In short, when dealing with an enterprise solution supporting thousands or hundreds of thousands of users, it is best to be proactive in understanding how those users are experiencing the solution. This means creating or purchasing tools that constantly monitor the user experience and are able to clearly display and compare this information, to make the most use of it. This article explains the Watchit tool, available for no charge, which does just that.
Why understanding user performance is so critical
Recently we worked with a customer who was in the middle of some changes to their Lotus Sametime environment and struggling with how to actually measure the effect of their changes. These configuration changes were relative to their existing production environment as well as to the creation of a totally new environment.
Thus it was necessary to fully understand the performance of their current production system, supporting over 100,000 users, and how their newly designed and upgraded environment would perform under a similar load. Much was changing in the new environment, including the directory, cluster configurations, and server/client versions.
There were many moving parts that would be hard to measure individually, but the basic need was to understand what performance the end user would expect when the switch-over to the new environment began.
To be able to guess at what performance would be in the new configuration, it was important to know exactly what users currently saw in each geographical area.

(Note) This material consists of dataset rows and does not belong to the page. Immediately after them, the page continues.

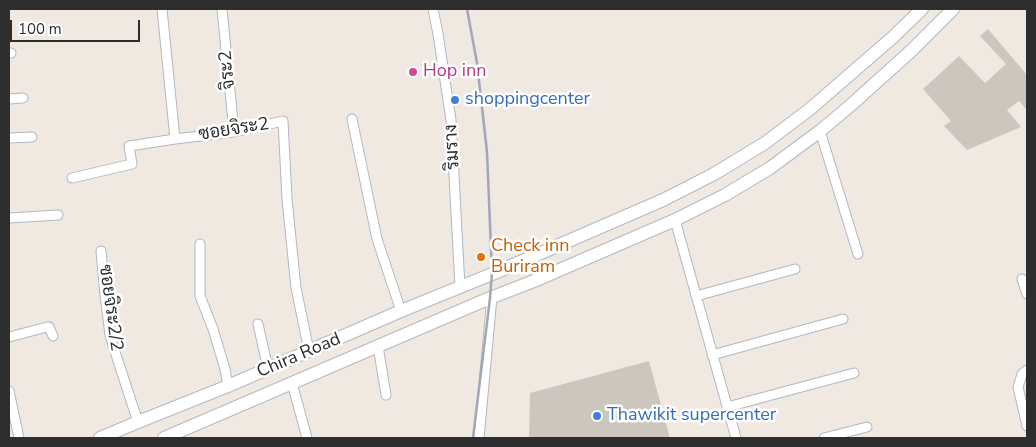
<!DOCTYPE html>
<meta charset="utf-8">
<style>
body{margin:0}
#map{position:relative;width:1036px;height:447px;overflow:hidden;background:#efe9e1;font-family:"Nunito Sans",sans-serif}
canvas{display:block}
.frame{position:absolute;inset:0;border:10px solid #2e2e2e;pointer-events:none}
.scale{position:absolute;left:10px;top:20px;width:130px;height:22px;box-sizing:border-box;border:2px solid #2e2e2e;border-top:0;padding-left:6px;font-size:15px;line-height:18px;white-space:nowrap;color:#2e2e2e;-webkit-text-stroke:4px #fff;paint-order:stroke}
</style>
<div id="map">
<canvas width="1036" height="447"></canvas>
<div class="frame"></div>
<div class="scale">100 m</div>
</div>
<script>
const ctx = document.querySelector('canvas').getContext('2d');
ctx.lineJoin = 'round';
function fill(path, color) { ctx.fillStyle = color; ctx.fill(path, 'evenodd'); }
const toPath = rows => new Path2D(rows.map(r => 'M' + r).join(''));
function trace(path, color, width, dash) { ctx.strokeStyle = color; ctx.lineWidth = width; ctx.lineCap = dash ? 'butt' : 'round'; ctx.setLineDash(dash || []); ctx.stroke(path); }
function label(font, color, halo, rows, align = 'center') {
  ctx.font = font + ' "Nunito Sans",Sarabun,sans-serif'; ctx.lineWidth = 5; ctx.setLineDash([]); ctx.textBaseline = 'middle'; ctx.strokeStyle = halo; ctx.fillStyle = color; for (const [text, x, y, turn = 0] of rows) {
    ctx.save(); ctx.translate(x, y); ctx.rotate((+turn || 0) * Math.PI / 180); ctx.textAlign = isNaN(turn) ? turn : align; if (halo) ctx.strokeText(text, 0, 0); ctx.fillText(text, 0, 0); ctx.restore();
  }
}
const building = toPath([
 [988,29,1027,75,1027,110,1019,101,1007,110,1021,127,967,150,944,126,951,121,923,89,959,56,985,83,1006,64,980,36],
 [649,361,670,438,529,438,530,393]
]);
const street = toPath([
 [162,9,175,139,234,132,283,121,287,199,296,288,309,351],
 [222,9,234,132],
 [433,9,438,34,451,120,460,287],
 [9,53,11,53],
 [9,99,23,98],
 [352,119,377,239,401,311],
 [820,131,858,254],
 [9,138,32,137],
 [72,178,132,164,129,146,175,139],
 [9,218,58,215],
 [675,220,736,438],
 [200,244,200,296,213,329,225,369,228,386],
 [101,251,105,295,110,335,118,361,138,422],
 [1022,279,1027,294],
 [696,296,795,269],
 [258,324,268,369],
 [9,337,47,327,49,327,53,336],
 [378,346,386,395],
 [712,355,843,319],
 [1027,370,1022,374,1018,387,1027,426],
 [292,383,307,438],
 [9,391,19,438],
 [727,407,854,373],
 [479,438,492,297],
 [824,438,867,427]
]);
const secondary = toPath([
 [100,438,138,422,228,386,401,311,497,272,663,200,714,174,765,143,810,109,892,38,922,9],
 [164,438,490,298,534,281,675,220,725,195,770,168,820,131,851,105,912,50,953,9]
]);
const rail = toPath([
 [467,9,477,63,487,152,492,273,490,298,473,438]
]);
const markers = [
 [413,72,5,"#d1479c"],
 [455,100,5,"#3f7fe0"],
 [481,257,5,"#e8710a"],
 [597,416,5,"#3f7fe0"]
];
const streetNames = [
 ["จิระ2",228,70,-96],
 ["ซอยจิระ2",234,130,-9],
 ["ริมราง",453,147,-93],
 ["ซอยจิระ2/2",110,308,82],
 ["Chira Road",299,356,-23]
];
const hotelNames = [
 ["Hop inn",423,72]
];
const shopNames = [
 ["shoppingcenter",465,100],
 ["Thawikit supercenter",607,416]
];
const foodNames = [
 ["Check inn",491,247],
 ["Buriram",491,268]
];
fill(building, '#cbc7bf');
trace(street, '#b4b7c1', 11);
trace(secondary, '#b4b7c1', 14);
trace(street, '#fff', 9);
trace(secondary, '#fff', 12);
trace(rail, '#a3a6b8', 2.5);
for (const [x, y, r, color] of markers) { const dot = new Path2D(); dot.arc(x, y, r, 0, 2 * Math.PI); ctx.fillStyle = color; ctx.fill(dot); trace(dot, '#fff', 2); }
label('18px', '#2e2e2e', '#fff', streetNames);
label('18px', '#b23c85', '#fff', hotelNames, 'left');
label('18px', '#366cbe', '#fff', shopNames, 'left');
label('18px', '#c56008', '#fff', foodNames, 'left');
</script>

The existing customer environment consisted of business units throughout the world, with the server clusters located in the United States.
Some of the reasons to take a client view of performance are:
1. Software is measured by the end user productivity, not by server performance.

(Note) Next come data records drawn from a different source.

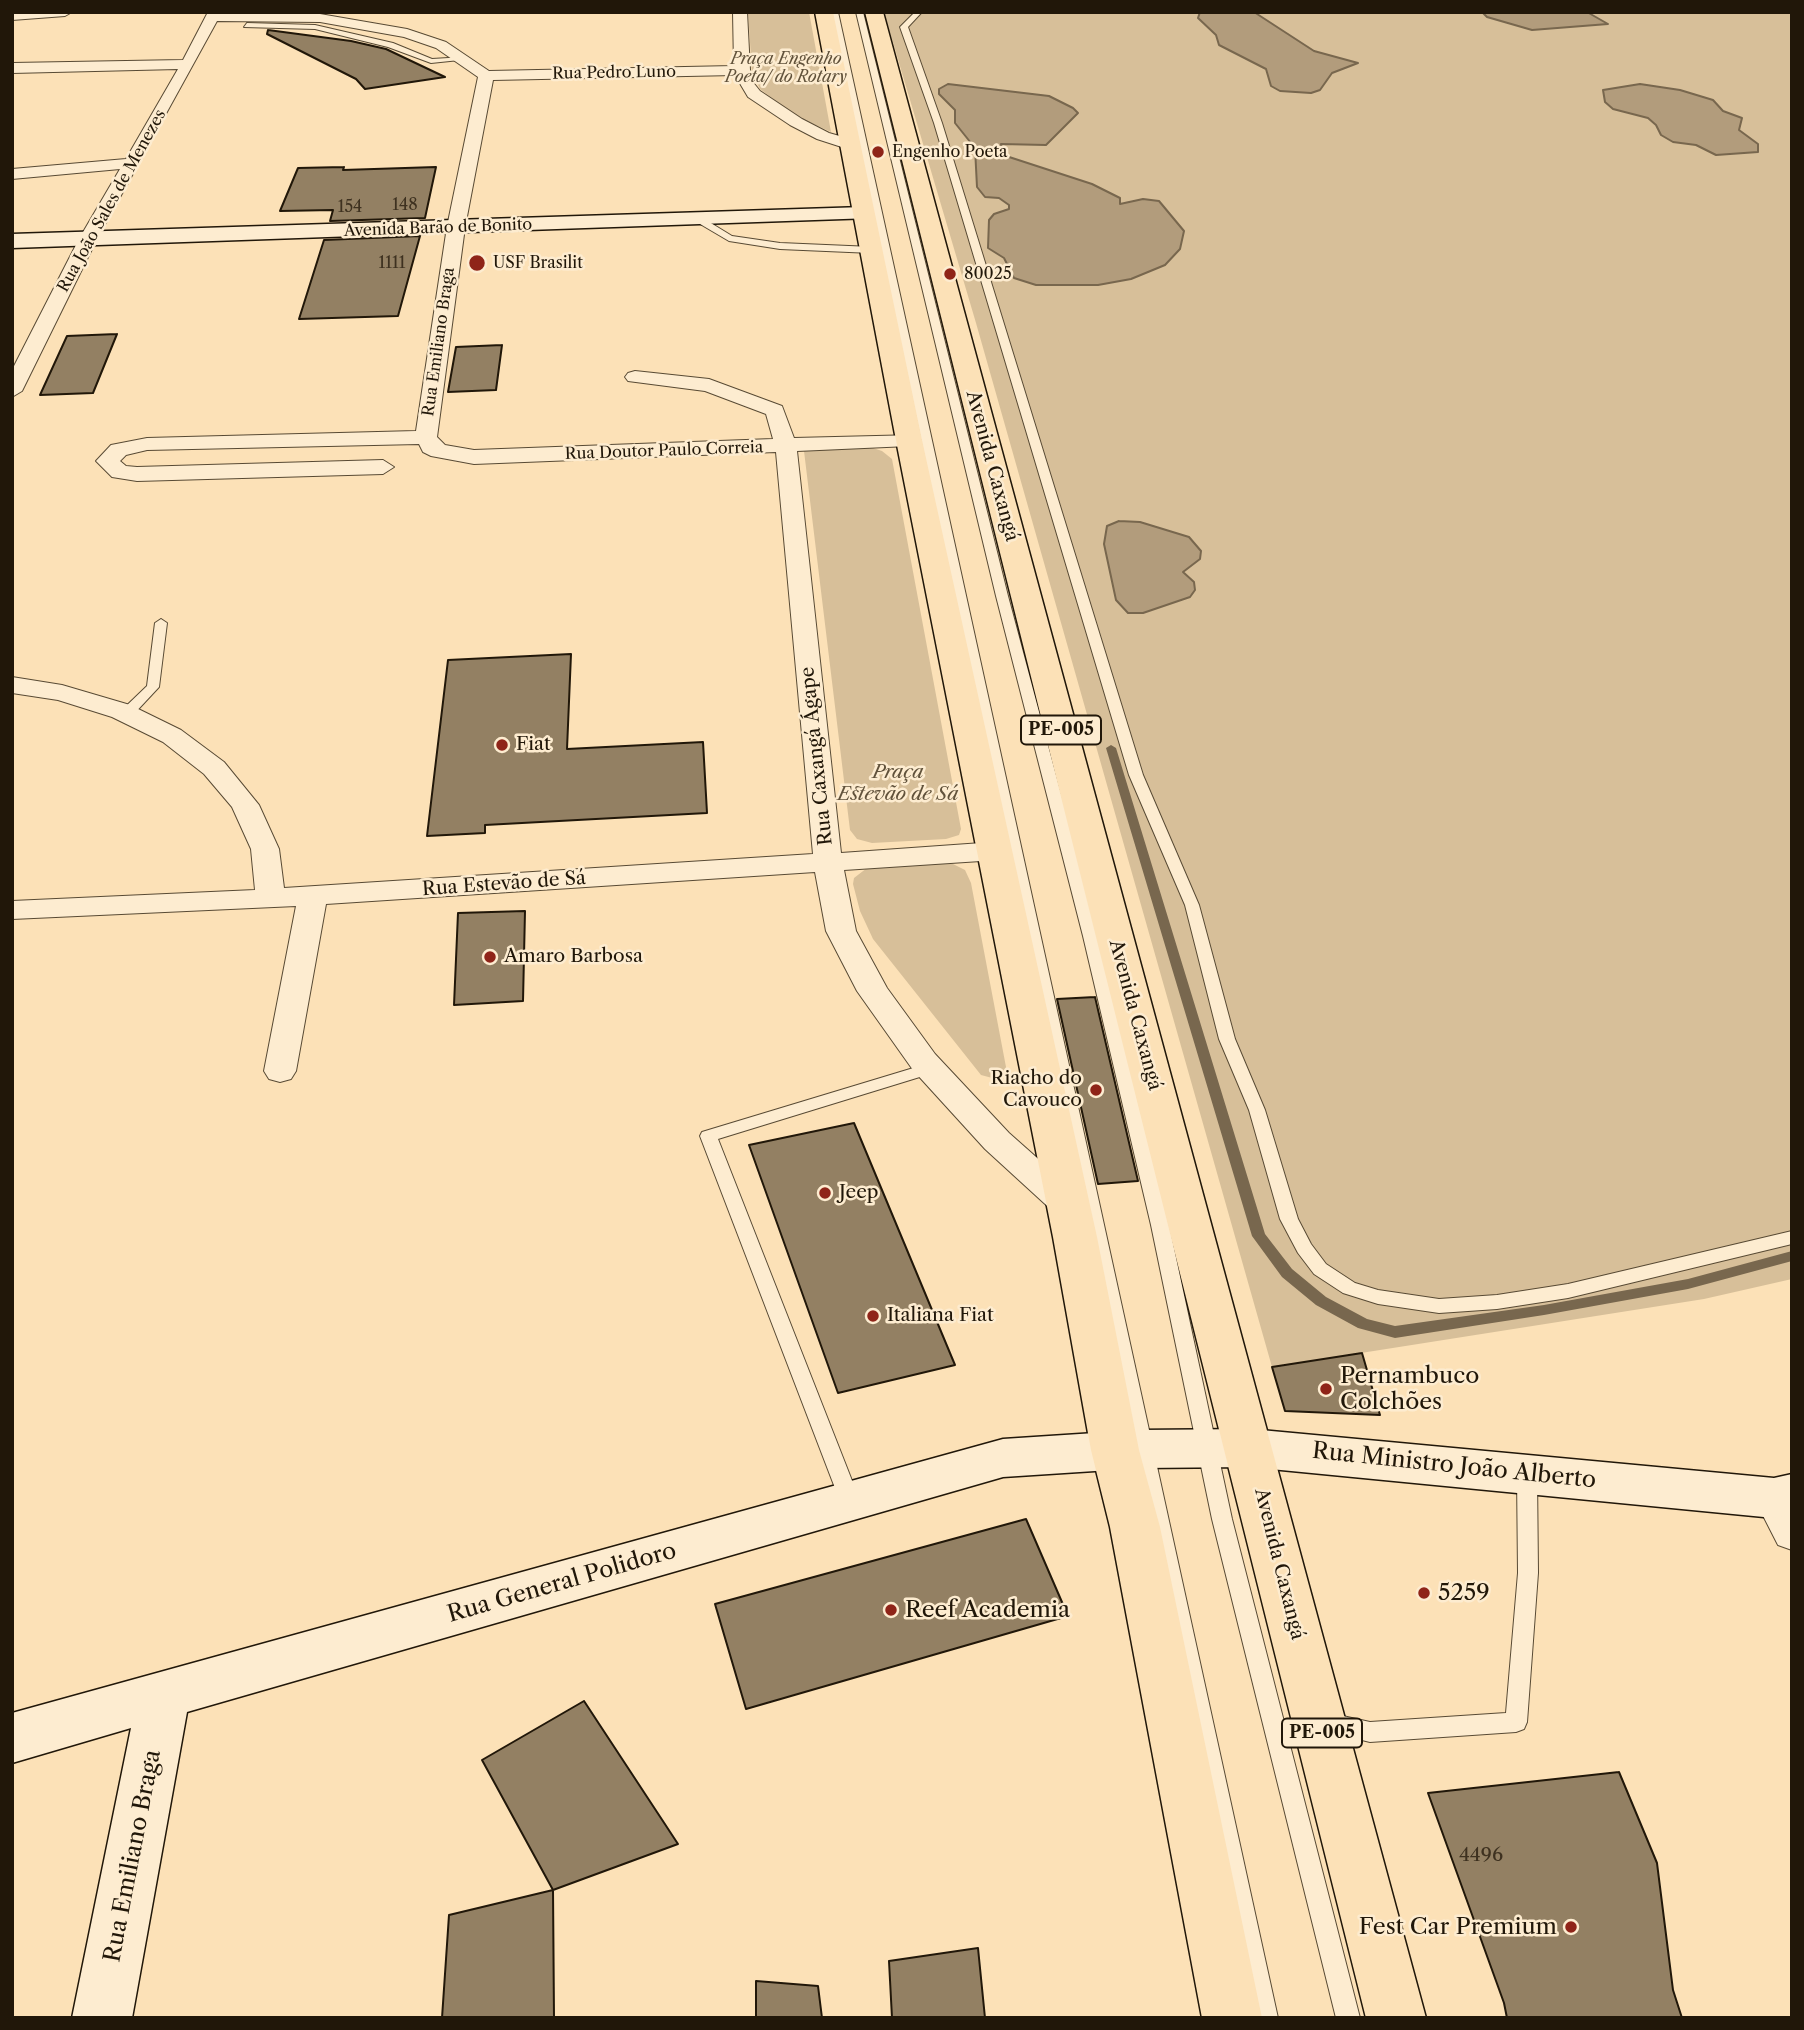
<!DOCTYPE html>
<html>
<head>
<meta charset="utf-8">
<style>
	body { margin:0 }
	#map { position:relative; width:1804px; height:2030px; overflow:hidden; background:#fce1b7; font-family:"Libre Caslon Text",serif }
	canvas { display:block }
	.frame { position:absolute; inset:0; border:14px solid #211709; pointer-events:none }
</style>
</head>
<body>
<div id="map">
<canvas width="1804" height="2030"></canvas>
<div class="frame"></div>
</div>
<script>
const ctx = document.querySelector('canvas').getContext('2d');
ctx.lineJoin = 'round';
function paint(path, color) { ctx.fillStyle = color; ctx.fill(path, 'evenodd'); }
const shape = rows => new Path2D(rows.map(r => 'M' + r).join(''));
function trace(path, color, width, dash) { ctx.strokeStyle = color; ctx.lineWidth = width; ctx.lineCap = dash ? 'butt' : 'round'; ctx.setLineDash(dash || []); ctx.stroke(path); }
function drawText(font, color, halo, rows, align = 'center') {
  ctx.font = font + ' "Libre Caslon Text",serif'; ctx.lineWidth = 5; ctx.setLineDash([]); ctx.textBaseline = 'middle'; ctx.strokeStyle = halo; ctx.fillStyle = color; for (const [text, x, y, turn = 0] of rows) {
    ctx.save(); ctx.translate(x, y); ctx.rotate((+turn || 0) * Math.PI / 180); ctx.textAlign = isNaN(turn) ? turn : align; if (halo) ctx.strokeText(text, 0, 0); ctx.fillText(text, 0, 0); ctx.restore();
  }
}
const green = shape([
	[748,12,809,12,831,132,794,115,760,89,752,72],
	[884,12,1792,12,1792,1279,1704,1299,1272,1367,976,323],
	[870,447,882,451,892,459,961,829,959,835,946,839,872,843,857,839,850,830,804,451],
	[947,861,965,870,971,883,1006,1067,1003,1075,996,1079,981,1075,873,939,860,911,853,884,854,878,867,868]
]);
const water = shape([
	[1200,12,1254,12,1314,51,1358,63,1332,73,1320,90,1311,93,1280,91,1271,86,1266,69,1219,45,1216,35,1198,18,1200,12],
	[1482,12,1587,12,1608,24,1532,30,1487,17,1482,12],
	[948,84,1049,96,1073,108,1078,113,1046,145,1001,144,1003,155,1092,184,1120,198,1120,204,1143,199,1159,201,1184,231,1180,249,1165,265,1131,279,1098,285,1036,285,1014,278,1004,258,988,248,989,220,994,214,1009,209,1009,205,999,198,985,197,977,187,975,148,955,123,955,110,939,94,939,89,948,84],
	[1640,84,1680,90,1713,100,1723,111,1742,118,1739,130,1758,144,1758,152,1716,155,1696,145,1673,142,1661,135,1656,125,1648,118,1613,109,1605,102,1603,90,1640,84],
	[1119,521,1140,522,1189,537,1201,551,1200,559,1183,572,1194,582,1195,590,1190,597,1143,613,1128,613,1116,600,1104,544,1107,526,1119,521]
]);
const stream = shape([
	[1111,745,1116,748,1265,1234,1292,1269,1326,1297,1367,1319,1395,1326,1544,1305,1688,1279,1792,1251,1792,1261,1688,1289,1544,1315,1395,1338,1358,1328,1316,1305,1282,1277,1252,1236,1106,748,1111,745]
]);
const building = shape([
	[268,30,351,41,386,49,445,77,365,89,356,79,267,34,268,30],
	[344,167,343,170,436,167,425,218,330,221,333,210,280,211,298,168,344,167],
	[420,236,398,316,299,319,324,240,420,236],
	[117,334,93,393,40,395,67,336,117,334],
	[502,345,496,390,448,392,456,347,502,345],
	[571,654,567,749,703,742,707,813,485,825,485,833,427,836,448,660,571,654],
	[525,911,523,1001,454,1005,458,913,525,911],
	[1095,997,1138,1181,1098,1184,1057,999,1095,997],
	[854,1123,955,1365,838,1393,749,1145,854,1123],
	[1362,1353,1380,1415,1285,1411,1272,1367,1362,1353],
	[1026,1519,1068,1616,746,1709,715,1604,1026,1519],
	[584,1701,678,1844,553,1890,482,1760,584,1701],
	[1619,1772,1657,1863,1673,1990,1682,2018,1507,2018,1504,2003,1428,1793,1619,1772],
	[553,1890,554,2018,442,2018,449,1915,553,1890],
	[978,1948,985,2018,892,2018,889,1961,978,1948],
	[756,1981,818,1986,822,2018,756,2018,756,1981]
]);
const lane = shape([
	[831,12,838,12,1278,2018,1254,2018,831,12],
	[856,12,863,12,1008,596,1099,936,1169,1225,1232,1519,1360,2018,1336,2018,1212,1519,1151,1225,1083,936,996,596,856,12],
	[915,12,922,12,908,27,942,123,1143,775,1199,905,1235,1039,1265,1110,1298,1219,1311,1244,1326,1264,1355,1283,1378,1290,1439,1299,1497,1295,1568,1284,1792,1231,1792,1244,1568,1298,1497,1309,1439,1313,1378,1304,1343,1293,1314,1274,1298,1253,1280,1219,1249,1110,1219,1039,1185,905,1129,775,934,123,900,27,915,12],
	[247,23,315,25,393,43,432,59,465,57,469,59,431,63,388,47,315,29,244,27,247,23],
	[695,217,701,217,732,236,780,243,872,247,877,250,872,253,780,249,729,241,695,221,695,217],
	[161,619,167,623,159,687,131,717,121,717,121,711,147,686,155,623,161,619],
	[930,1063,938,1068,936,1072,718,1139,860,1501,857,1507,850,1509,843,1507,840,1501,700,1136,702,1132,930,1063],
	[1527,1467,1534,1469,1537,1475,1538,1573,1527,1722,1524,1729,1516,1732,1370,1742,1321,1730,1318,1723,1321,1716,1329,1713,1370,1722,1506,1713,1518,1573,1517,1475,1520,1469,1527,1467]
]);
const street = shape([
	[12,12,72,12,65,16,12,20,12,12],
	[208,12,320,14,407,29,446,42,489,71,734,66,733,12,747,12,750,70,752,81,760,91,802,119,829,133,857,141,859,145,851,150,817,139,790,125,748,97,735,75,493,80,465,227,437,437,445,445,474,450,773,439,766,414,705,391,628,381,625,377,628,373,635,371,709,379,782,406,794,438,917,435,920,440,909,446,797,451,841,853,996,842,1006,845,1010,851,1006,857,996,860,844,870,856,931,887,988,935,1054,1009,1133,1080,1196,1085,1205,1080,1214,1068,1218,1056,1214,985,1149,913,1070,857,991,826,931,815,872,326,904,296,1071,291,1079,280,1082,269,1079,264,1071,296,906,12,919,12,901,255,890,251,849,232,807,204,774,163,742,112,717,58,700,12,693,12,677,62,685,130,705,181,730,224,762,259,805,279,849,284,888,813,854,776,452,474,464,431,456,423,452,419,444,147,450,126,455,120,461,126,466,137,467,383,460,394,467,383,474,137,481,112,477,96,461,111,445,147,438,416,431,447,227,478,77,436,48,404,37,320,22,217,21,97,239,22,391,12,397,12,370,79,239,120,169,12,179,12,169,126,159,178,69,12,73,12,63,183,60,208,12],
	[1774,1481,1788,1486,1792,1493,1792,1550,1778,1545,1754,1498,1760,1486,1774,1481]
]);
const secondary = shape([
	[864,207,875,213,872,218,12,248,12,234,864,207],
	[1250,1429,1774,1478,1792,1474,1792,1514,1774,1518,1250,1467,1141,1468,1003,1477,187,1712,132,2018,72,2018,131,1728,12,1763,12,1713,1003,1439,1141,1430,1250,1429]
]);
const primary = shape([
	[815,12,833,12,922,440,1097,1237,1139,1450,1160,1527,1262,2018,1202,2018,1110,1527,1091,1450,1053,1237,896,440,815,12],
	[865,12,883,12,1426,2018,1366,2018,865,12]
]);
const markers = [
	[878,152,7,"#8f2418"],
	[477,263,9,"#8f2418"],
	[950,274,7,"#8f2418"],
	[502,745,7,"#8f2418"],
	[490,957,7,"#8f2418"],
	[1096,1090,7,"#8f2418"],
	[825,1193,7,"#8f2418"],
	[873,1316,7,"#8f2418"],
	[1326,1389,7,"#8f2418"],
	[1424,1593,7,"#8f2418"],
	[891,1610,7,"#8f2418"],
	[1571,1927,7,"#8f2418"]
];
const farParknames = [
	["Praça Engenho",786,59],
	["Poeta/ do Rotary",786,77]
];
const farStreetnames = [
	["Rua Pedro Luno",614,73,-1],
	["Rua João Sales de Menezes",112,201,-61],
	["Avenida Barão de Bonito",438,228,-2],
	["Rua Emiliano Braga",439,342,-82],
	["Rua Doutor Paulo Correia",664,451,-2]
];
const farPoinames = [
	["Engenho Poeta",892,152],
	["USF Brasilit",493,263],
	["80025",964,274]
];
const numberNames = [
	["148",405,205],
	["154",350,207],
	["1111",392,263]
];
const shields = [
	[1061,730,80],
	[1322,1733,80]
];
const shieldNames = [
	["PE-005",1061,730],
	["PE-005",1322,1733]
];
const streetNames = [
	["Avenida Caxangá",992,466,75],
	["Rua Caxangá Ágape",817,756,-96],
	["Rua Estevão de Sá",504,884,-4],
	["Avenida Caxangá",1135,1015,75],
	["Avenida Caxangá",1279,1564,76]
];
const poiNames = [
	["Fiat",516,745],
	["Amaro Barbosa",504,957],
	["Riacho do",1082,1079,"right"],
	["Cavouco",1082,1101,"right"],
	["Jeep",839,1193],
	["Italiana Fiat",887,1316]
];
const parkNames = [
	["Praça",898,773],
	["Estevão de Sá",898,795]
];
const nearNumbernames = [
	["4496",1481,1856]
];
const nearPoinames = [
	["Pernambuco",1340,1376],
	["Colchões",1340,1402],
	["5259",1438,1593],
	["Reef Academia",905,1610],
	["Fest Car Premium",1557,1927,"right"]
];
const nearStreetnames = [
	["Rua Ministro João Alberto",1454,1466,6],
	["Rua General Polidoro",562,1583,-16],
	["Rua Emiliano Braga",133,1856,-79]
];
paint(green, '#d7bf99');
paint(water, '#b29c7c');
trace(water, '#78674e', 2);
paint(stream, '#78674e');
paint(building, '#938063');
trace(building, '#211709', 2);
trace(lane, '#584a34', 2);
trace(street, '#584a34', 2);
trace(secondary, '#211709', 3);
trace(primary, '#211709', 3);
paint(lane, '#fdecd0');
paint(street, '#fdecd0');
paint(secondary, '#fdecd0');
paint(primary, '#fce1b7');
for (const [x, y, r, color] of markers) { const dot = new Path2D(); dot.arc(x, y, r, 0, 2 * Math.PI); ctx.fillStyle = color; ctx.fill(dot); trace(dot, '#fdecd0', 2.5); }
drawText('italic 16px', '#61523b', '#fdecd0', farParknames);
drawText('16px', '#211709', '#fdecd0', farStreetnames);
drawText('16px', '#211709', '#fdecd0', farPoinames, 'left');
drawText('16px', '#3e3120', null, numberNames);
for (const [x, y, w] of shields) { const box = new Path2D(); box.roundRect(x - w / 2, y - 14.5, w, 29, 5); ctx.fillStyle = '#fdecd0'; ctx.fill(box); trace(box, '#211709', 2); }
drawText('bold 18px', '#211709', null, shieldNames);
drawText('19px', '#211709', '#fdecd0', streetNames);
drawText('19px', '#211709', '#fdecd0', poiNames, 'left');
drawText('italic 19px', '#61523b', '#fdecd0', parkNames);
drawText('19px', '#3e3120', null, nearNumbernames);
drawText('23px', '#211709', '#fdecd0', nearPoinames, 'left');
drawText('23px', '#211709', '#fdecd0', nearStreetnames);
</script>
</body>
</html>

2. There are many factors, both hardware and software, that impact end user satisfaction.
3. Users in one geographical area may experience varying degrees of performance, but the server shows only a centric view of how well the services are supporting users' tasks.
This is not to say that server statistics are not an important part of the puzzle, but they are certainly not the whole picture. Server statistics can provide valuable insight to how each piece of the entire structure is functioning, but it cannot illustrate how users actually see the solution.
Sametime server stats such as those listed below are easily viewed from the server and provide a good view of the workload the current solution is providing.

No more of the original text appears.